■ Problem requirements: Report, as a bare number, how many lines of the entries below contain "places".

■ Data supplied:
----

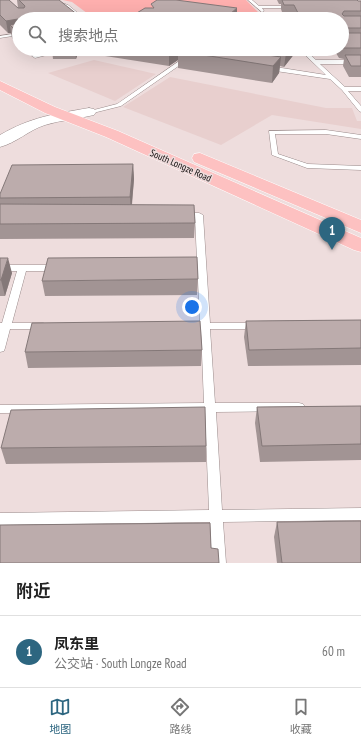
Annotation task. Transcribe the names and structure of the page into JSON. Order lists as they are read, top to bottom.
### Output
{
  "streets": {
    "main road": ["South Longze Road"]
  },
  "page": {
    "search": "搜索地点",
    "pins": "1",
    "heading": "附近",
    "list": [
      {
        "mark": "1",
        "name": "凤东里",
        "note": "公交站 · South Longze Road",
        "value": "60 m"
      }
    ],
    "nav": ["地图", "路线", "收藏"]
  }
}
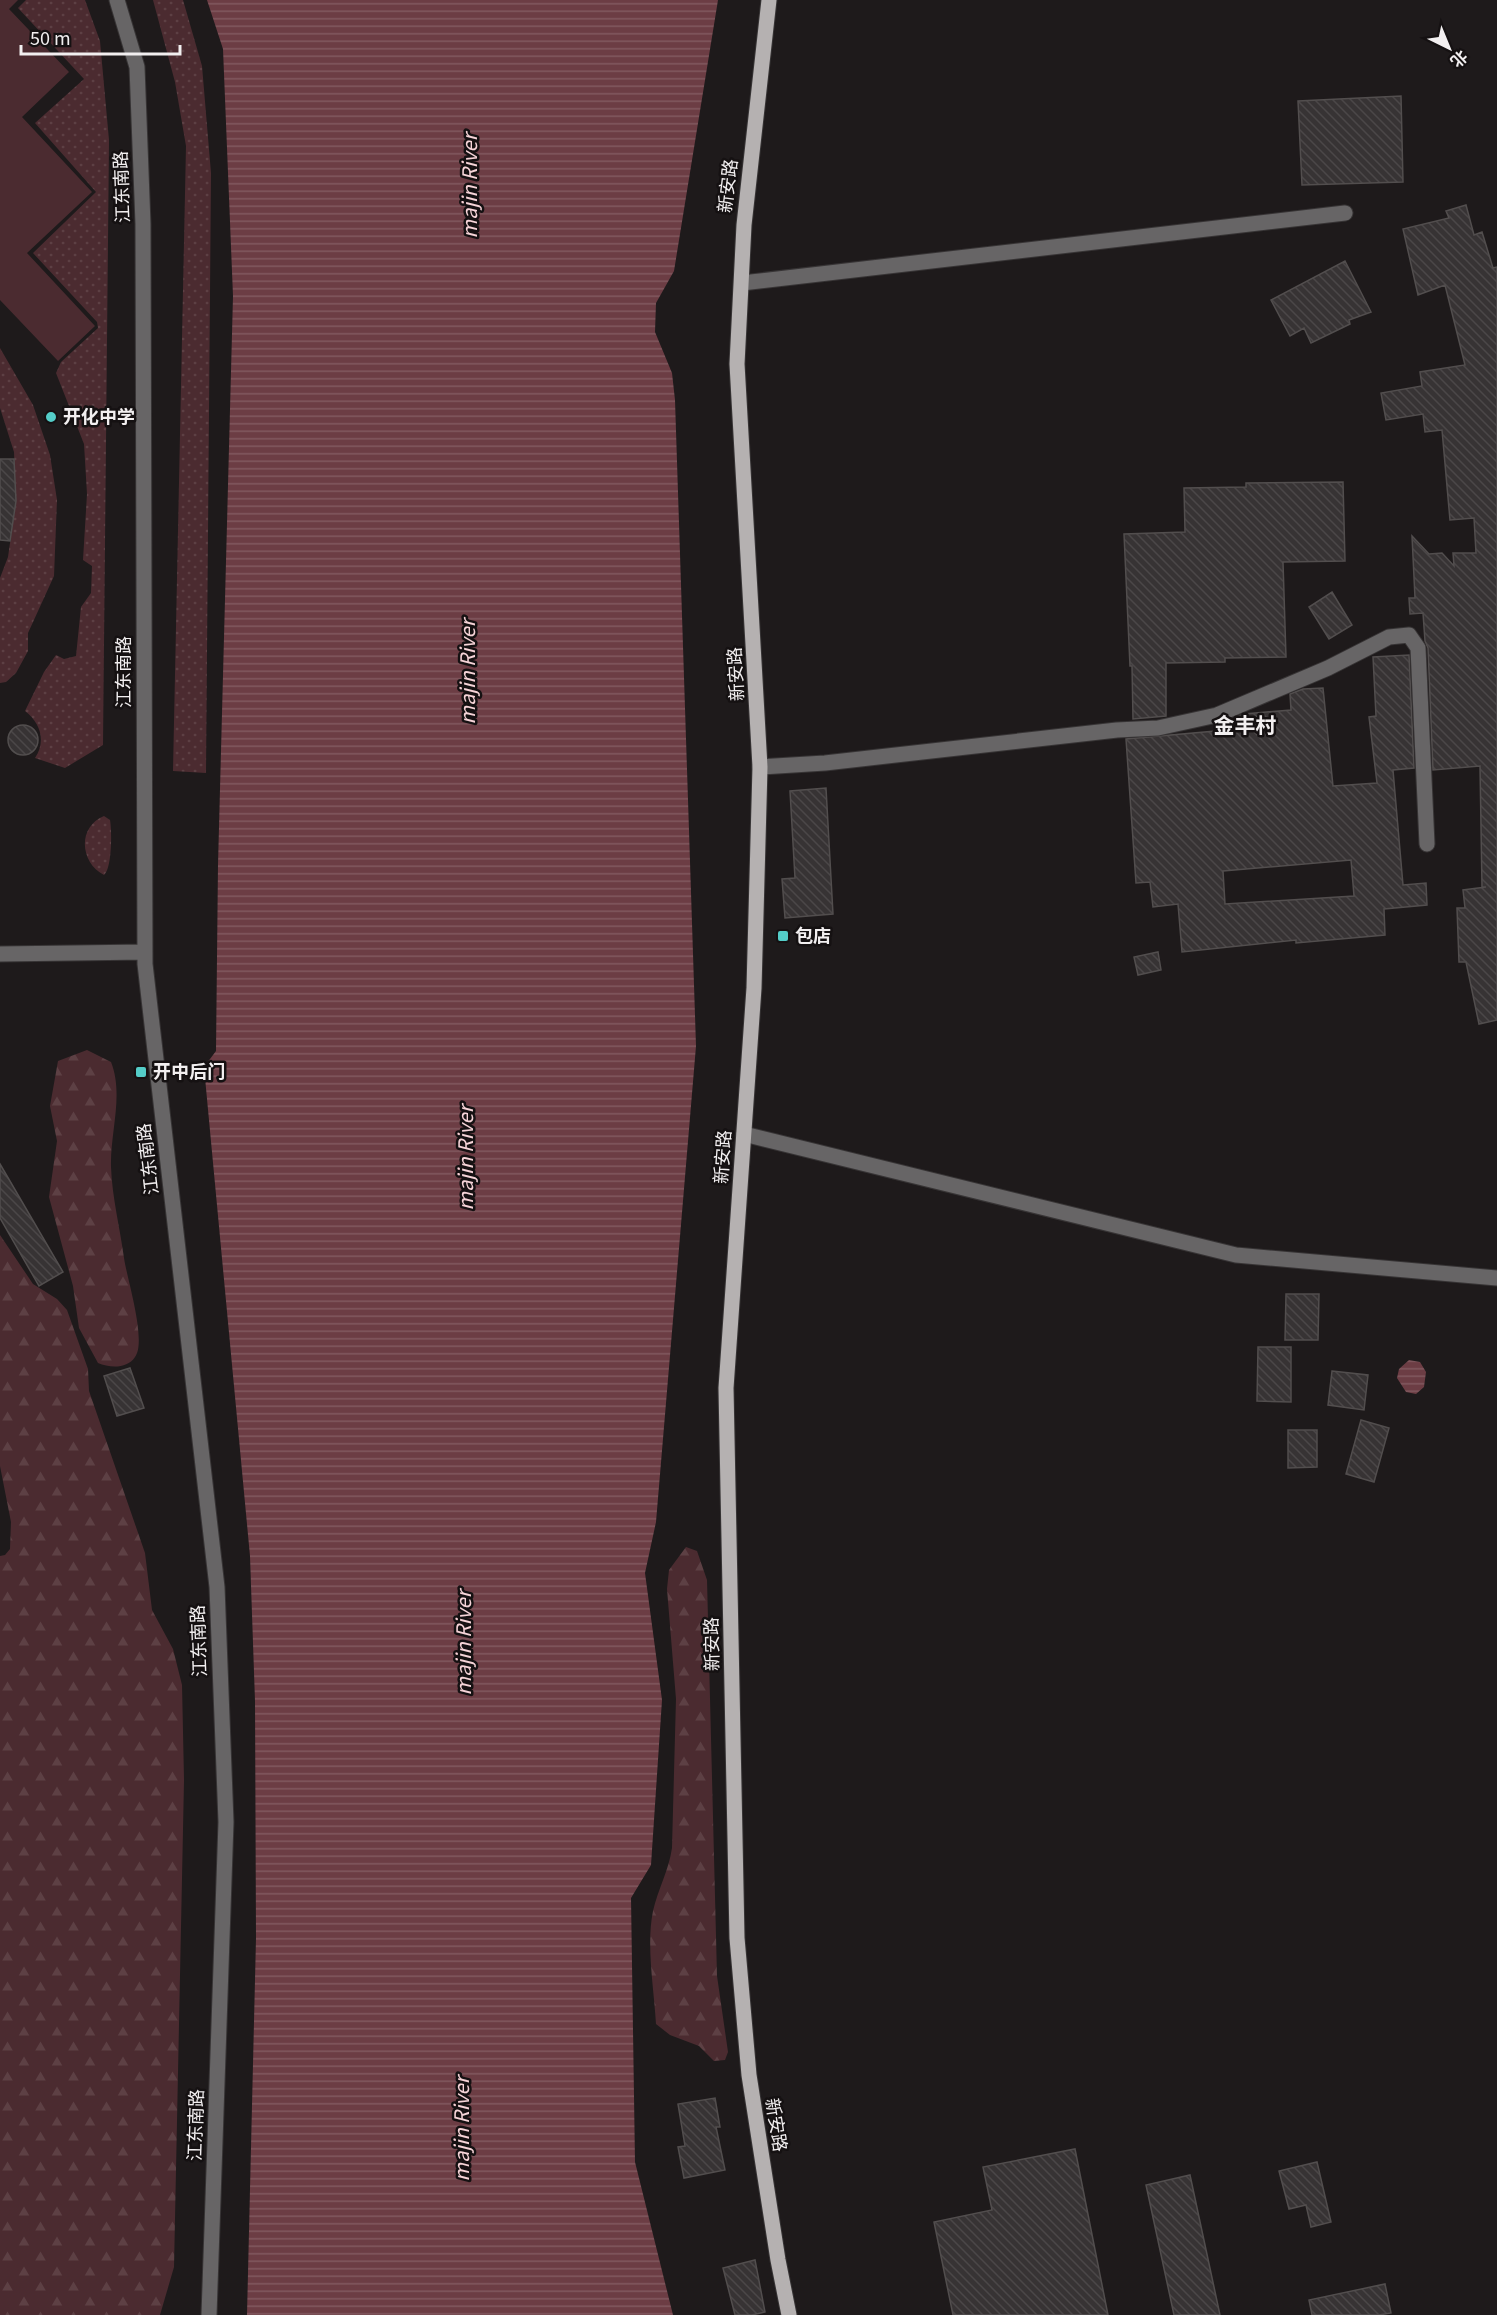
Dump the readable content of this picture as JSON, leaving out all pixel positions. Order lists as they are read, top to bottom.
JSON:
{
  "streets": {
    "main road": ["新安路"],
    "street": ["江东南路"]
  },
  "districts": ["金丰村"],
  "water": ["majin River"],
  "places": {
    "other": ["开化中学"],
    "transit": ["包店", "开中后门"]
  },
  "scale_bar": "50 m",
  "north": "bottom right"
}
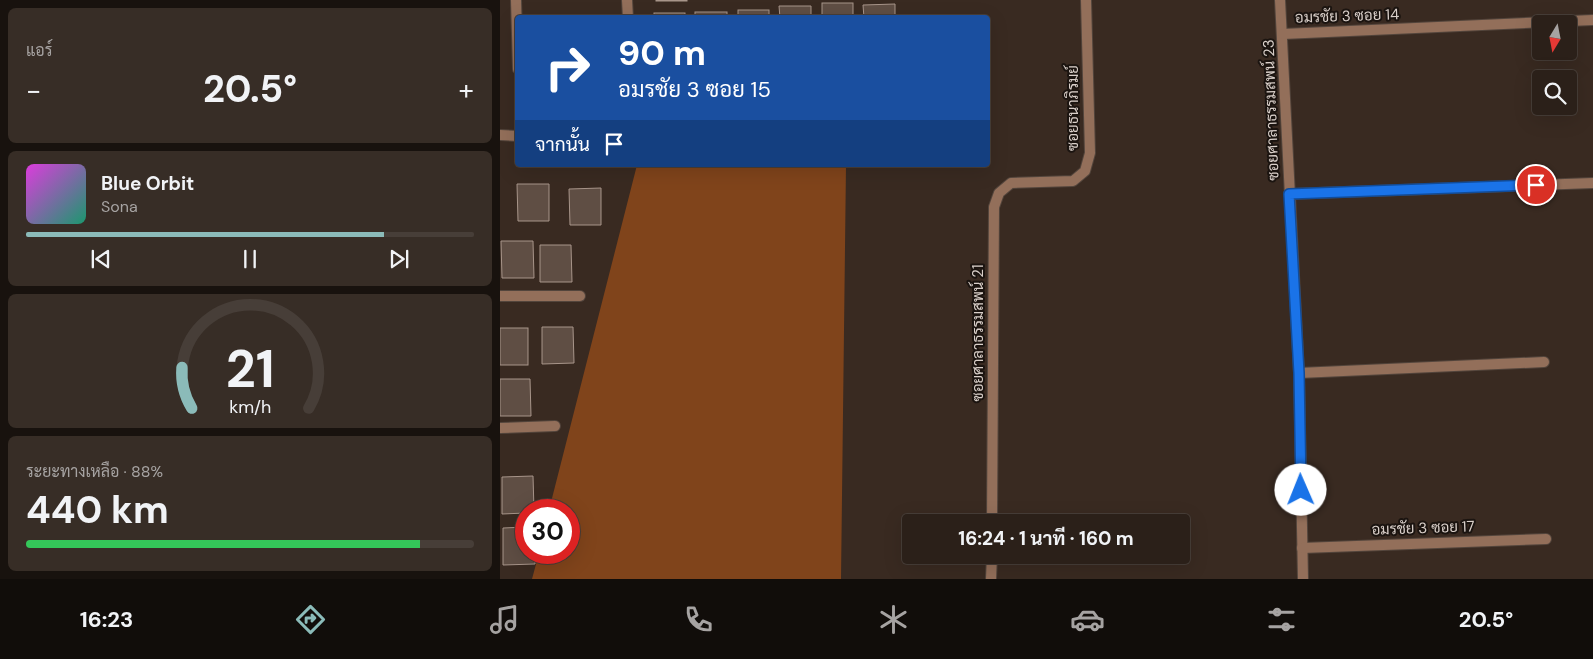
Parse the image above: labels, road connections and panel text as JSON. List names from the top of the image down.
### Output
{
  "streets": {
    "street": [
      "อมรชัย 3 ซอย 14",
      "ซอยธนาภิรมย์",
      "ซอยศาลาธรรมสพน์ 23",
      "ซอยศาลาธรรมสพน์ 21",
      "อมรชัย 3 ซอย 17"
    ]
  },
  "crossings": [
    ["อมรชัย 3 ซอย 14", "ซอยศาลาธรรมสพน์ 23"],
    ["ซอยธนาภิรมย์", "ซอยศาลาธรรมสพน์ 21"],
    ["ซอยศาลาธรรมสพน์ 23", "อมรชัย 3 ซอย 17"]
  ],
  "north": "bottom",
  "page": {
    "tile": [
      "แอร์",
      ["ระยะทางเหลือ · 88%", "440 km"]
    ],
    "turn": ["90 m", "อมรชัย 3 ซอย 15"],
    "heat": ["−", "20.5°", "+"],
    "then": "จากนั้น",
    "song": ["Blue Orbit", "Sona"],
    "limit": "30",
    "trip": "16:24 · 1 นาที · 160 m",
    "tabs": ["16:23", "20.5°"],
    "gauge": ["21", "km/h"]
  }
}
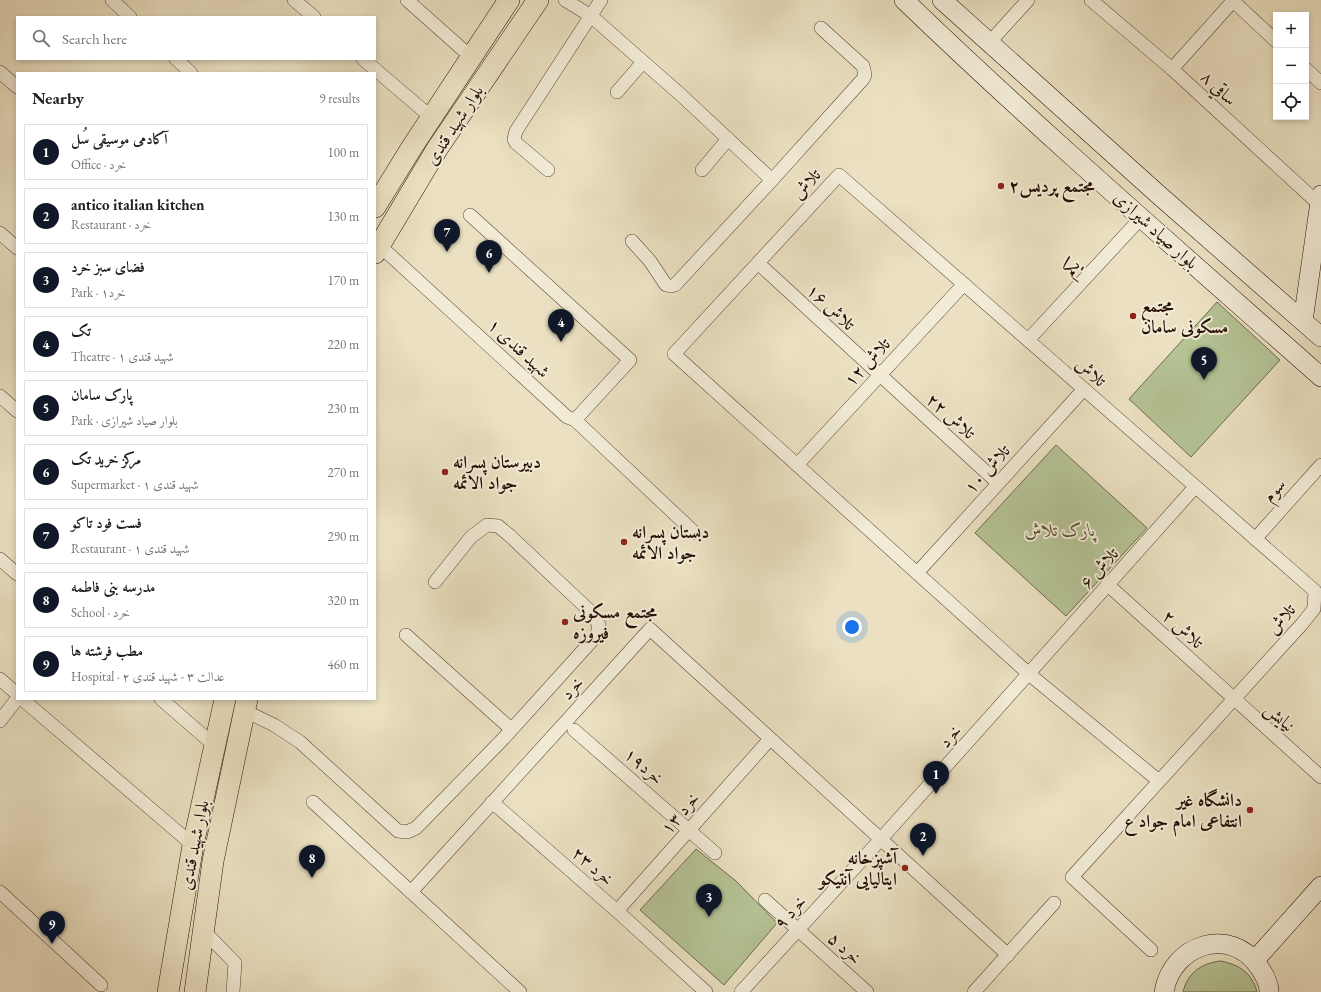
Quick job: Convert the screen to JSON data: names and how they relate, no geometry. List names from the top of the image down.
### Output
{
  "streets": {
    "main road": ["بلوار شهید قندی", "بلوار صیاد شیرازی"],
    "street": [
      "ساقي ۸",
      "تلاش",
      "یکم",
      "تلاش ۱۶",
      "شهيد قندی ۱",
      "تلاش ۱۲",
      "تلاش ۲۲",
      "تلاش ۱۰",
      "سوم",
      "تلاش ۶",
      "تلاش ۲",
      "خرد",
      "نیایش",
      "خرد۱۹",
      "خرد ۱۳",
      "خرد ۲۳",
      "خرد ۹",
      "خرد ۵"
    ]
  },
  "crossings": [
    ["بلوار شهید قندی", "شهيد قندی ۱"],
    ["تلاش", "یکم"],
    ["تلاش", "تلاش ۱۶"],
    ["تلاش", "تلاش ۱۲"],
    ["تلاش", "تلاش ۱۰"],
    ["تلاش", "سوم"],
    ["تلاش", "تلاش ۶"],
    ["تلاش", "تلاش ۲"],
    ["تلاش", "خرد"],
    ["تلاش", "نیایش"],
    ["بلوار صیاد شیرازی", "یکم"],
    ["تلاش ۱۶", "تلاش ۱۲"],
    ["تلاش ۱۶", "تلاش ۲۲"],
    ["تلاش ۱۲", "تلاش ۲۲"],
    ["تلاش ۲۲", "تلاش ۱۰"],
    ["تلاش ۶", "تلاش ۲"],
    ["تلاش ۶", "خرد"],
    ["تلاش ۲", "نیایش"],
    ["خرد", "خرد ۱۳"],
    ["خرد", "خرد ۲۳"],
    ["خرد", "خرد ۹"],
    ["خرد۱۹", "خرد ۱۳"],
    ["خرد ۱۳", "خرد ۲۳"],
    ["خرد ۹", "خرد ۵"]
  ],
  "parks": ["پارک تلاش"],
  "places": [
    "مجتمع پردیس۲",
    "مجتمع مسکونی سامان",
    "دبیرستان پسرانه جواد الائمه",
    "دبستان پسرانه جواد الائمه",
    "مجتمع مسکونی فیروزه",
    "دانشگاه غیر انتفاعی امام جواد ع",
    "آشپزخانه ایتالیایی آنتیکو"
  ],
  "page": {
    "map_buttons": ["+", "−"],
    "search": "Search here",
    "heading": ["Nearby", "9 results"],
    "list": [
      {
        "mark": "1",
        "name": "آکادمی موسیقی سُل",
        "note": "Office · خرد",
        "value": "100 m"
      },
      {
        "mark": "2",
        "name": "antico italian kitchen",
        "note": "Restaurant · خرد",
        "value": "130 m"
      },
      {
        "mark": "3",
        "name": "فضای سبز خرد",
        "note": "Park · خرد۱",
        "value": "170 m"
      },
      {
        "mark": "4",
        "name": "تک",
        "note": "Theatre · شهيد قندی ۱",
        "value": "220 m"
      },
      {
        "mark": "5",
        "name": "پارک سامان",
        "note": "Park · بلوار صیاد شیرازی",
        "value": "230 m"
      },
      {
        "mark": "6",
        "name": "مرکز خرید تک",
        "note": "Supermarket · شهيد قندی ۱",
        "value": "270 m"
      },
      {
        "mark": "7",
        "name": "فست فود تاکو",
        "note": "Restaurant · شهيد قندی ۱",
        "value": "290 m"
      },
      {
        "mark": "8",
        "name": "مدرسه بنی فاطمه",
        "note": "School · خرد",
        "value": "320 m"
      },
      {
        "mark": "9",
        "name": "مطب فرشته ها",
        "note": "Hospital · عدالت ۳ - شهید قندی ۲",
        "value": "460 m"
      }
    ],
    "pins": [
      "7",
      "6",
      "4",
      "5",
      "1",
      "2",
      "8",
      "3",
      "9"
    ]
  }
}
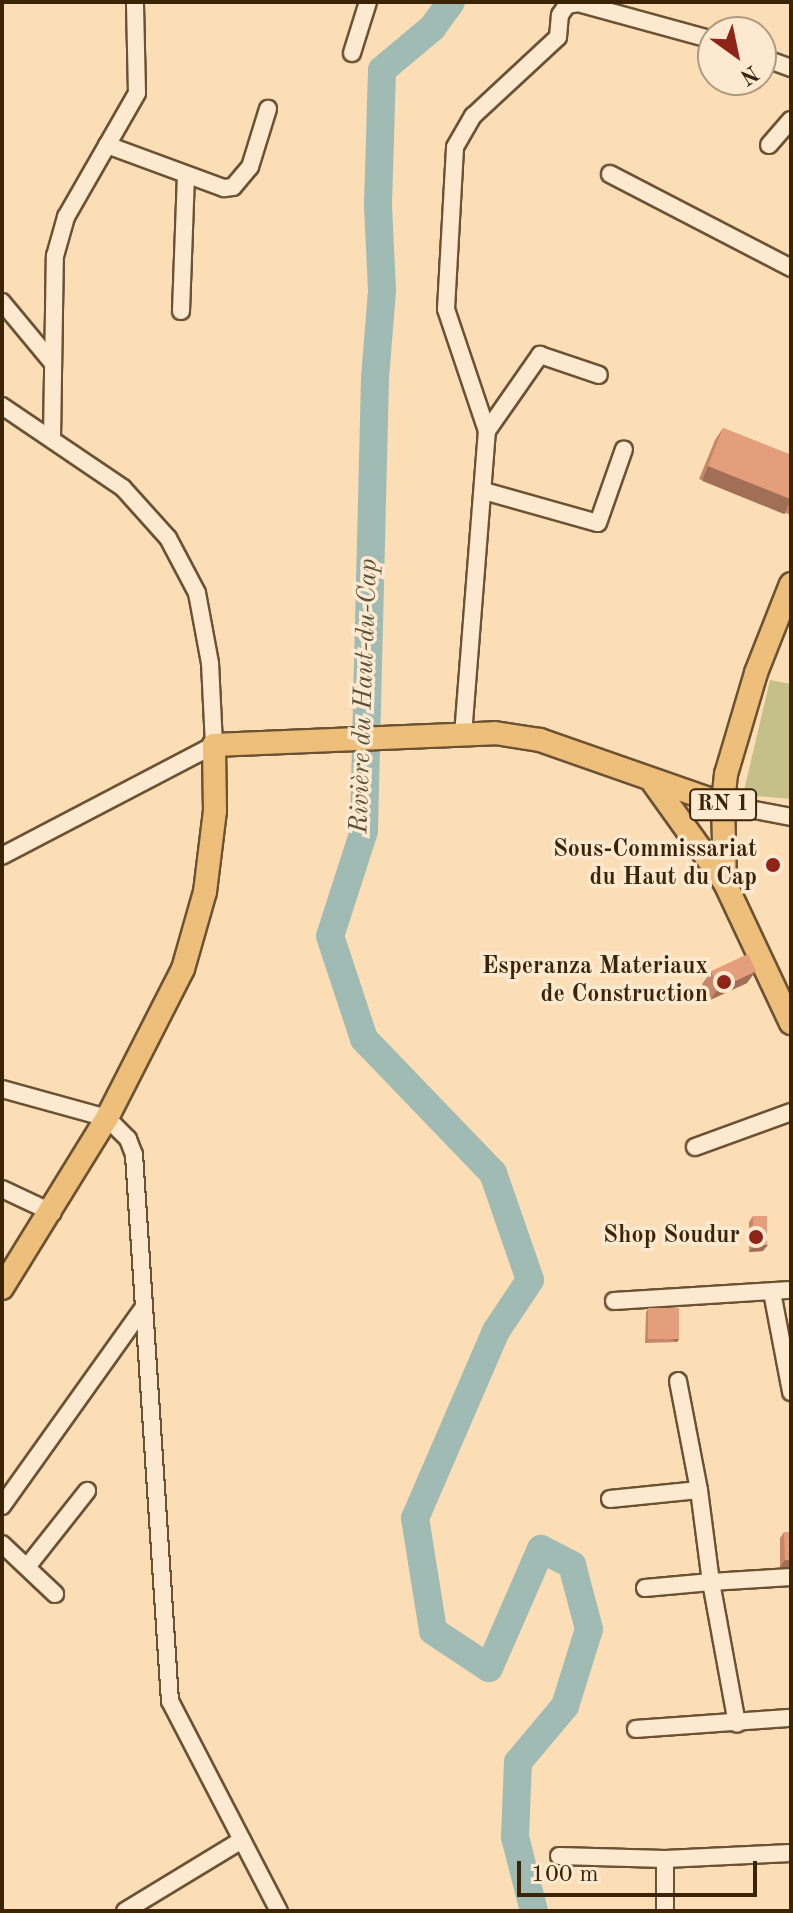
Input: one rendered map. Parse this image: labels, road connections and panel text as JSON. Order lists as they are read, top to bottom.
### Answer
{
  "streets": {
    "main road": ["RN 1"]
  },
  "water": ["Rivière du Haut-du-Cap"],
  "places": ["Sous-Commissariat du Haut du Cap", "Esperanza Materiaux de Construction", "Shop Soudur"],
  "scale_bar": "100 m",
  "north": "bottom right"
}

----

■ Solution: 3